Print each record exactly as it appears, but drop the images.

Exercise data »
►

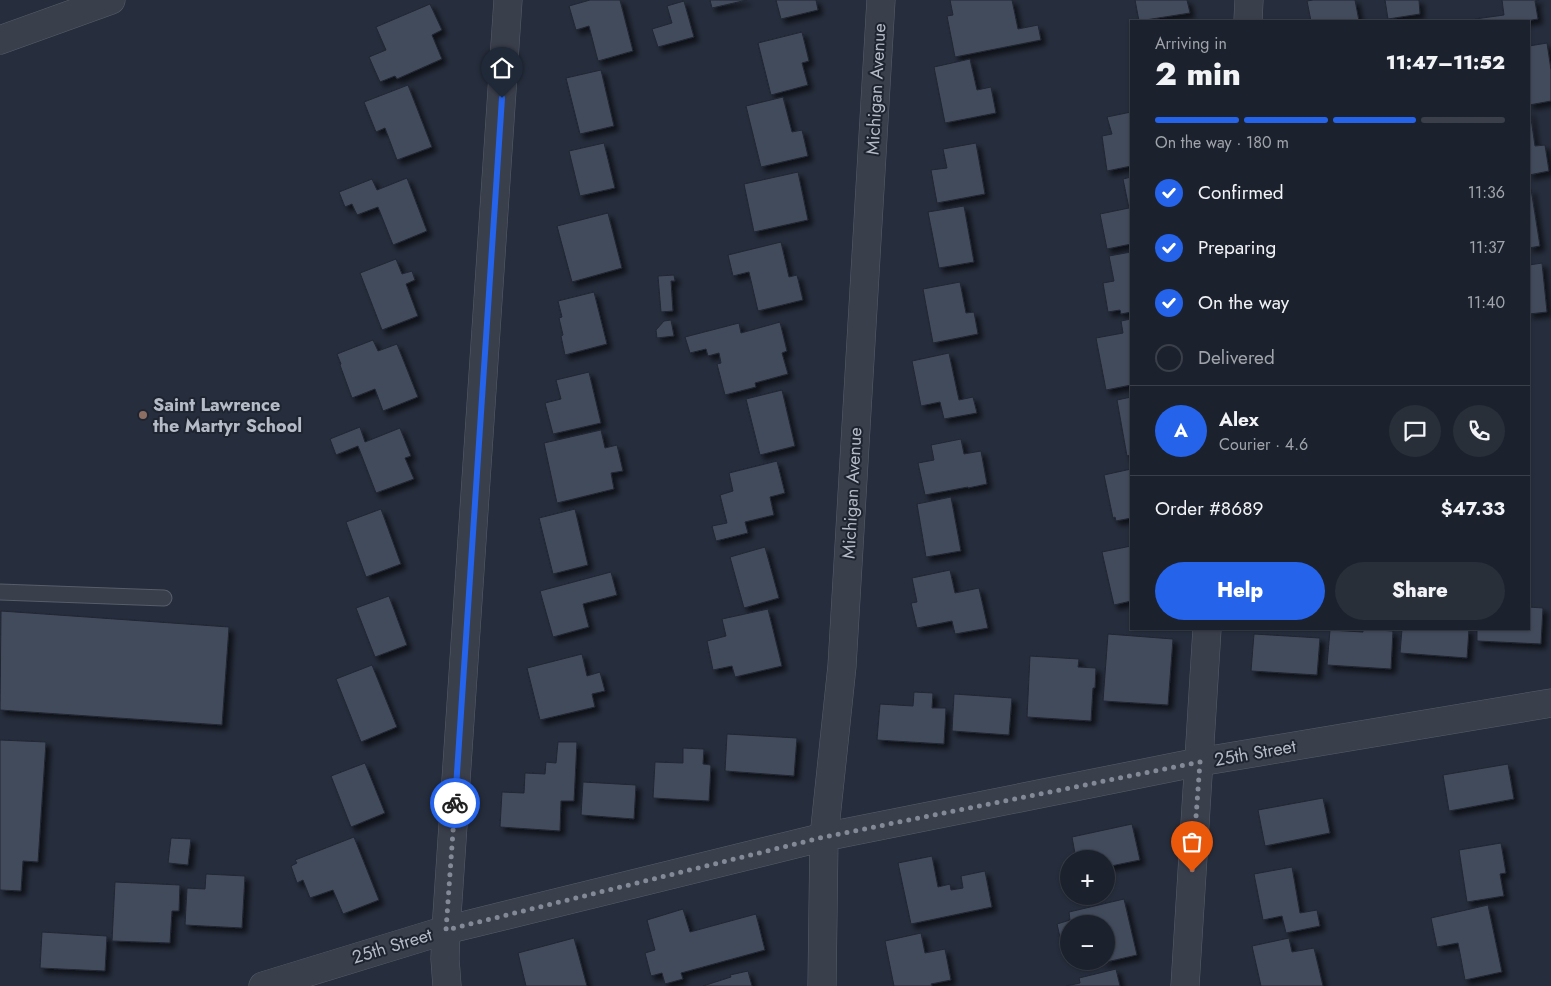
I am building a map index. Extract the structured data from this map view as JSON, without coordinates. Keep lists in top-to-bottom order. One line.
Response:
{"streets":{"street":["Michigan Avenue","25th Street"]},"crossings":[["Michigan Avenue","25th Street"]],"places":["Saint Lawrence the Martyr School"],"page":{"heading":["2 min","Arriving in","11:47–11:52"],"panel":["Alex","Courier · 4.6","Order #8689","$47.33"],"bar":"On the way · 180 m","list":[["Confirmed","11:36"],["Preparing","11:37"],["On the way","11:40"],"Delivered"],"round":"A","buttons":["Help","Share"],"map_buttons":["+","−"]}}
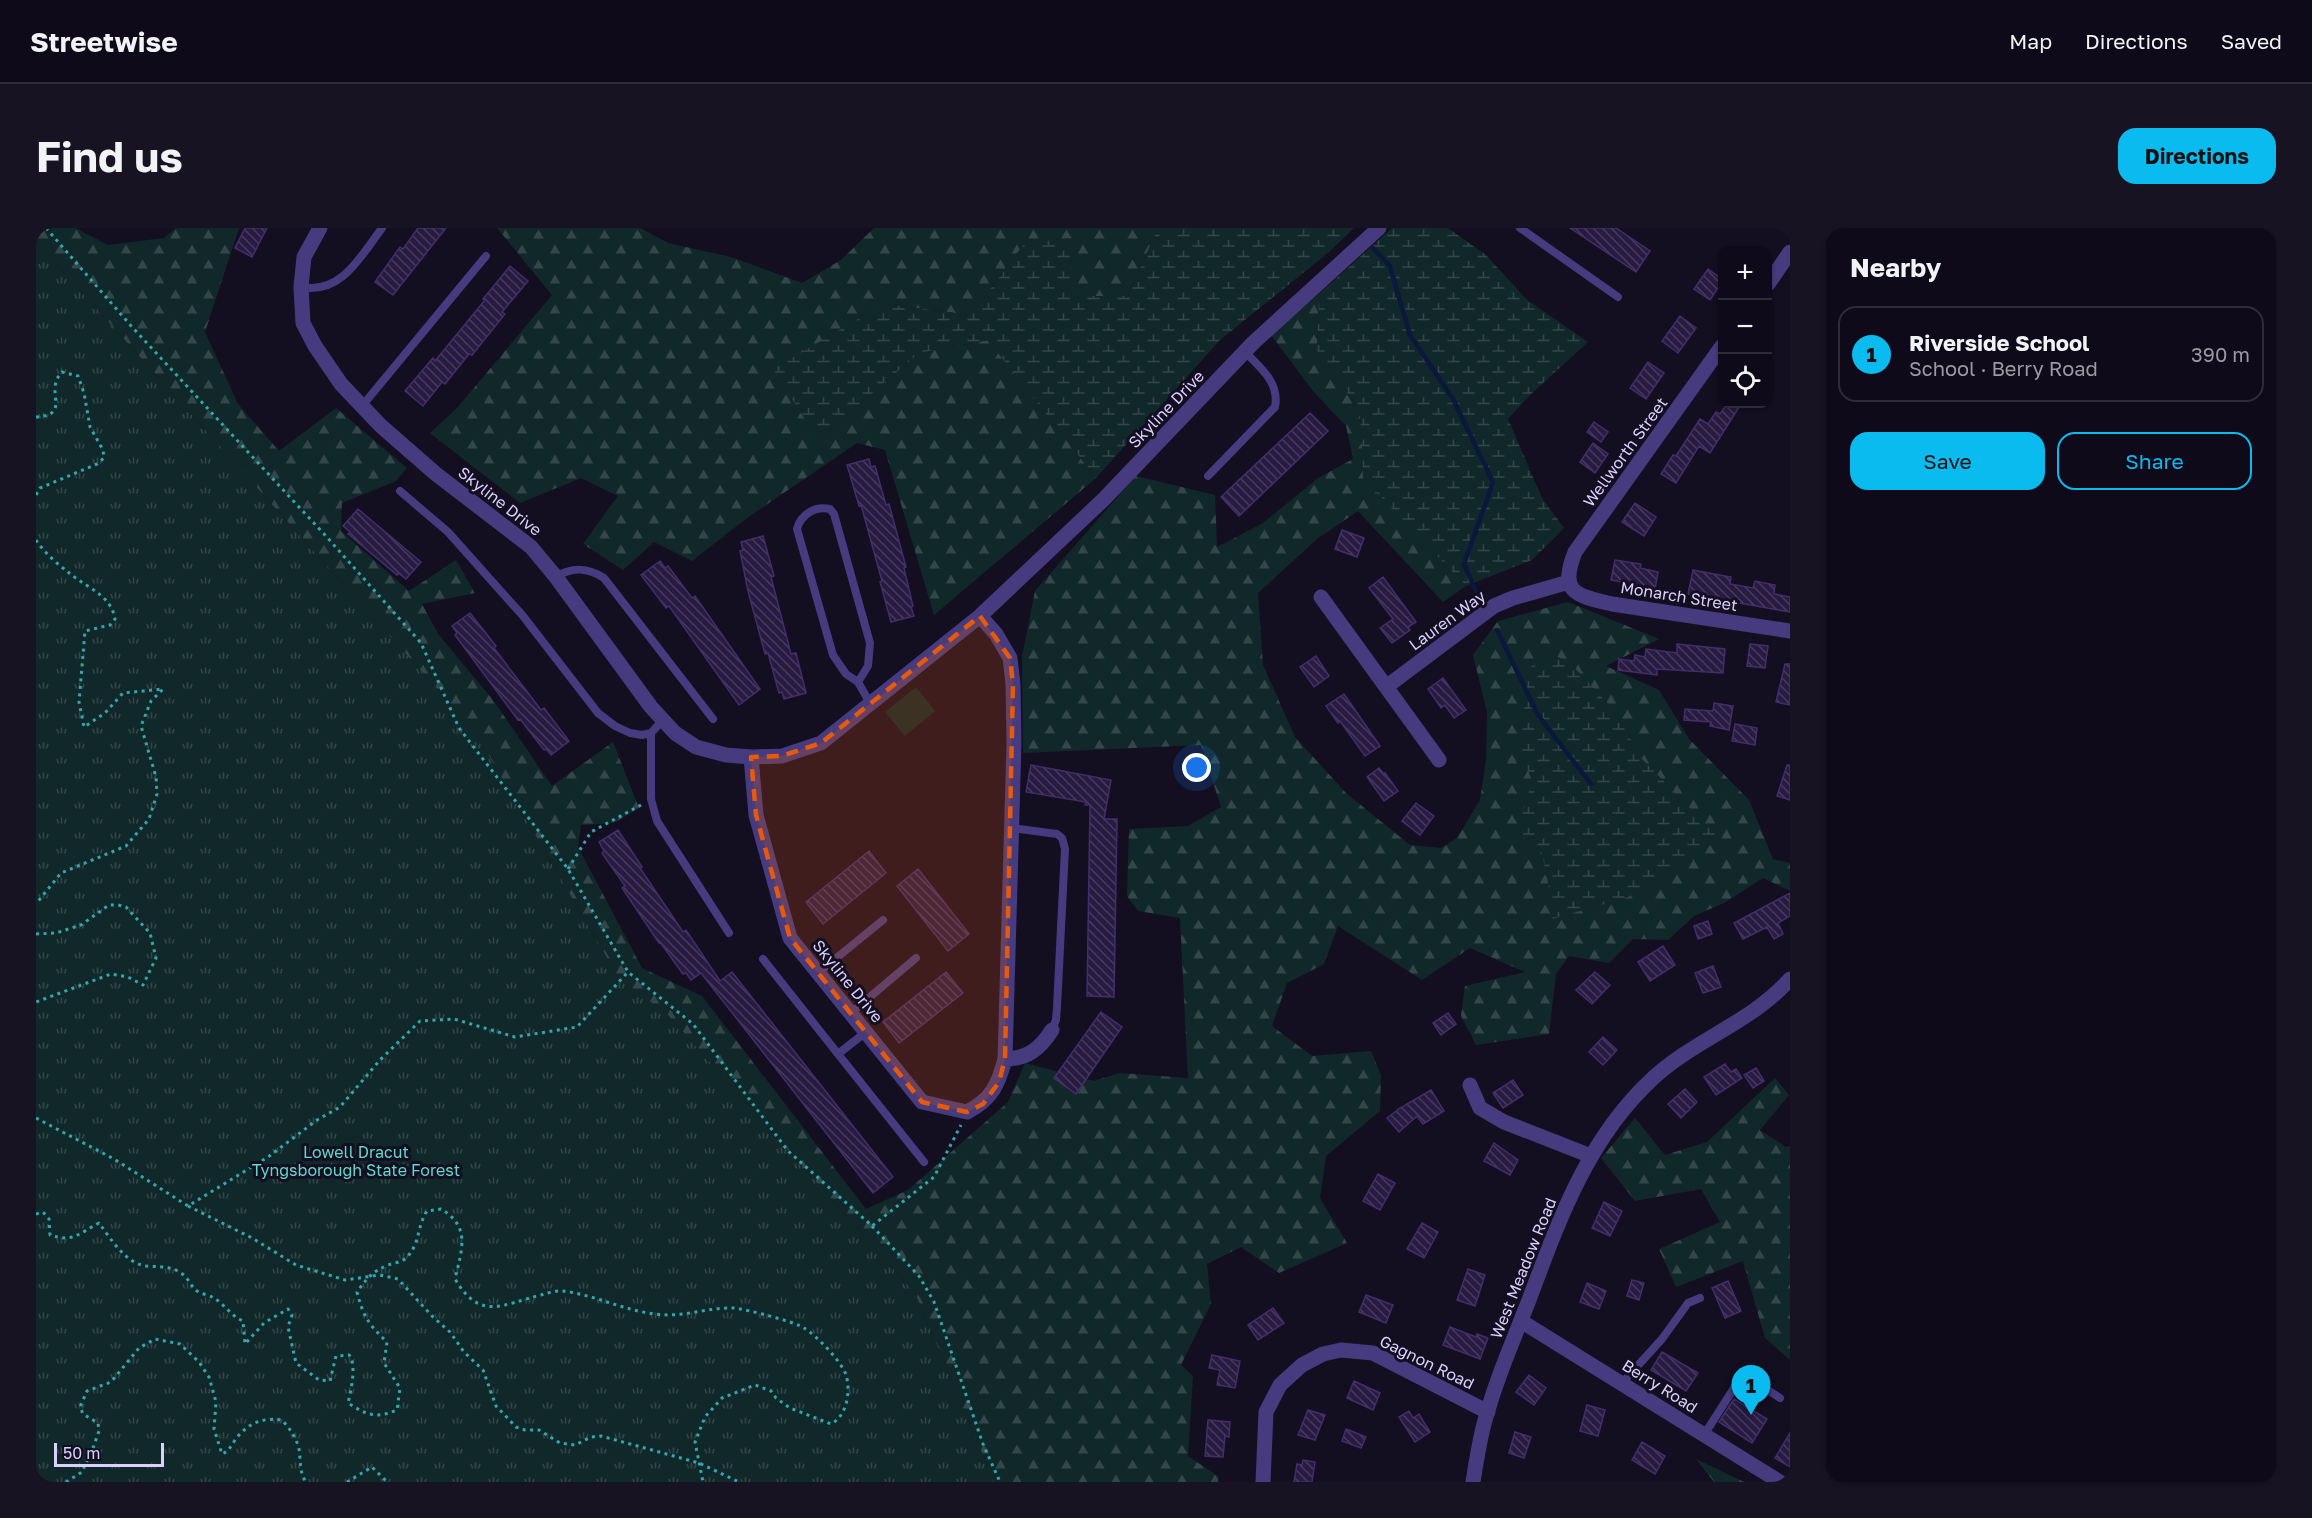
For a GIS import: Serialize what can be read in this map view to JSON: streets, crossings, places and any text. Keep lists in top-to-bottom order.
{
  "streets": {
    "street": [
      "Skyline Drive",
      "Wellworth Street",
      "Monarch Street",
      "Lauren Way",
      "West Meadow Road",
      "Gagnon Road",
      "Berry Road"
    ]
  },
  "crossings": [
    ["Wellworth Street", "Monarch Street"],
    ["Wellworth Street", "Lauren Way"],
    ["Monarch Street", "Lauren Way"],
    ["West Meadow Road", "Gagnon Road"],
    ["West Meadow Road", "Berry Road"]
  ],
  "parks": ["Lowell Dracut Tyngsborough State Forest"],
  "scale_bar": "50 m",
  "page": {
    "header": "Streetwise",
    "nav": ["Map", "Directions", "Saved"],
    "buttons": [
      "Directions",
      ["Save", "Share"]
    ],
    "title": "Find us",
    "heading": "Nearby",
    "map_buttons": ["+", "−"],
    "list": [
      {
        "mark": "1",
        "name": "Riverside School",
        "note": "School · Berry Road",
        "value": "390 m"
      }
    ],
    "pins": "1",
    "scale": "50 m"
  }
}
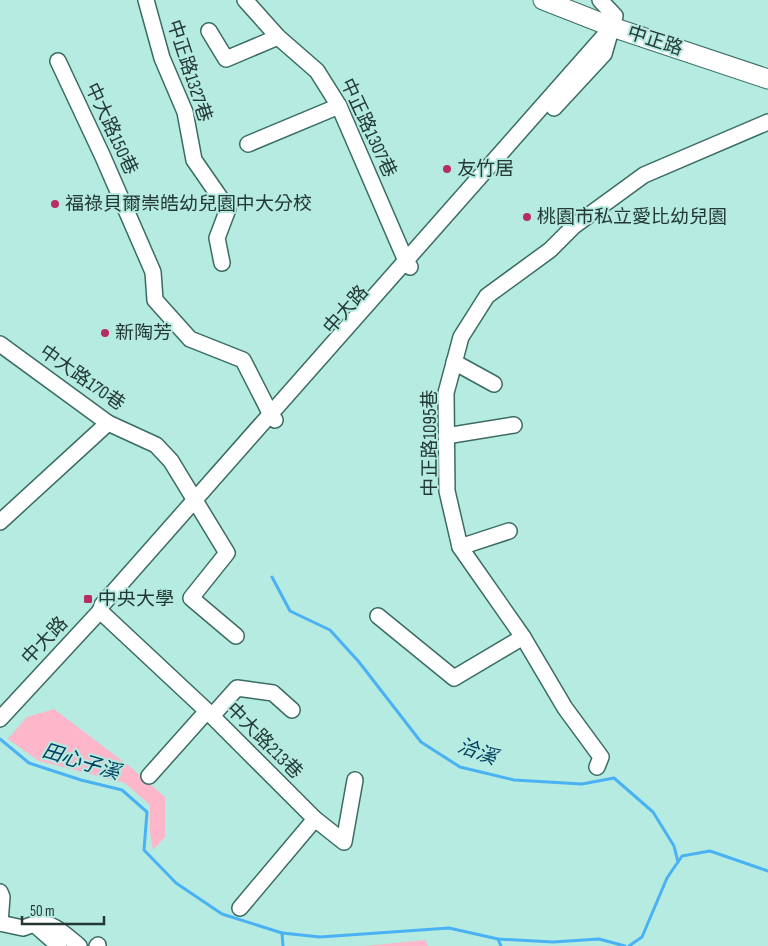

◄

Your solution »
I am building a map index. Extract the structured data from this map view as JSON, without coordinates. Keep lists in top-to-bottom order. One line.
Response:
{"streets":{"street":["Michigan Avenue","25th Street"]},"crossings":[["Michigan Avenue","25th Street"]],"places":["Saint Lawrence the Martyr School"],"page":{"heading":["2 min","Arriving in","11:47–11:52"],"panel":["Alex","Courier · 4.6","Order #8689","$47.33"],"bar":"On the way · 180 m","list":[["Confirmed","11:36"],["Preparing","11:37"],["On the way","11:40"],"Delivered"],"round":"A","buttons":["Help","Share"],"map_buttons":["+","−"]}}
For a GIS import: Serialize what can be read in this map view to JSON: streets, crossings, places and any text. Keep lists in top-to-bottom order.
{
  "streets": {
    "street": [
      "Skyline Drive",
      "Wellworth Street",
      "Monarch Street",
      "Lauren Way",
      "West Meadow Road",
      "Gagnon Road",
      "Berry Road"
    ]
  },
  "crossings": [
    ["Wellworth Street", "Monarch Street"],
    ["Wellworth Street", "Lauren Way"],
    ["Monarch Street", "Lauren Way"],
    ["West Meadow Road", "Gagnon Road"],
    ["West Meadow Road", "Berry Road"]
  ],
  "parks": ["Lowell Dracut Tyngsborough State Forest"],
  "scale_bar": "50 m",
  "page": {
    "header": "Streetwise",
    "nav": ["Map", "Directions", "Saved"],
    "buttons": [
      "Directions",
      ["Save", "Share"]
    ],
    "title": "Find us",
    "heading": "Nearby",
    "map_buttons": ["+", "−"],
    "list": [
      {
        "mark": "1",
        "name": "Riverside School",
        "note": "School · Berry Road",
        "value": "390 m"
      }
    ],
    "pins": "1",
    "scale": "50 m"
  }
}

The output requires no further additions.